Debt holders do not have priority when the debtor is sold, as the debtor remains in existence. Creditor priority generally matters only where an entity's debt structure is being altered, such as in a bankruptcy, liquidation, or debt restructuring. However, your example is correct if the bank held convertible debt, exercised the option to convert the debt to equity, and the converted equity carried a liquidation preference. (Note that "liquidation" shows up twice in this paragraph but the two usages have very different meanings. "Liquidation" refers to the termination of a corporate business and the distribution of its assets to its creditors and shareholders; "liquidation preference" refers to the maximum return a preferred stockholder may receive when it "liquidates" its holdings in a company as part of an exit event before the common shareholders or subordinated preferred shareholders receive their returns. In the Non-VC world, liquidation preferences are almost always fixed numbers; in the VC-world, liquidation preferences are usually multiples.)

1 comments

It would be more accurate of me to say that "In my experience, banks require terms in their lending contract to a startup that results in their notes being paid before anything else."

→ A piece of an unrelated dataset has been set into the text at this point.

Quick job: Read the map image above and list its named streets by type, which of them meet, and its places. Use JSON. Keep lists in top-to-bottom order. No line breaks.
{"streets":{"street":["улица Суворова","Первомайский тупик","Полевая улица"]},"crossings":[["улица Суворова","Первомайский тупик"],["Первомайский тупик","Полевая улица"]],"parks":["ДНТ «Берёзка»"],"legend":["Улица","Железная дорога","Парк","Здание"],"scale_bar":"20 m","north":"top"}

Clearly there are legal regulations around a company going through bankruptcy and/or restructuring, however when an acquisition is occurring outside the structure of dissolution, which is to say the company is being sold to another entity while it is nominally a going concern, the bank's note may (and my experience does) have specific language to cover that situation and its primacy with respect to where the funds from such a sale might be disbursed :-). The good news is that can also keep a bank from "forcing" a company into default which starts to limit what options they have going forward.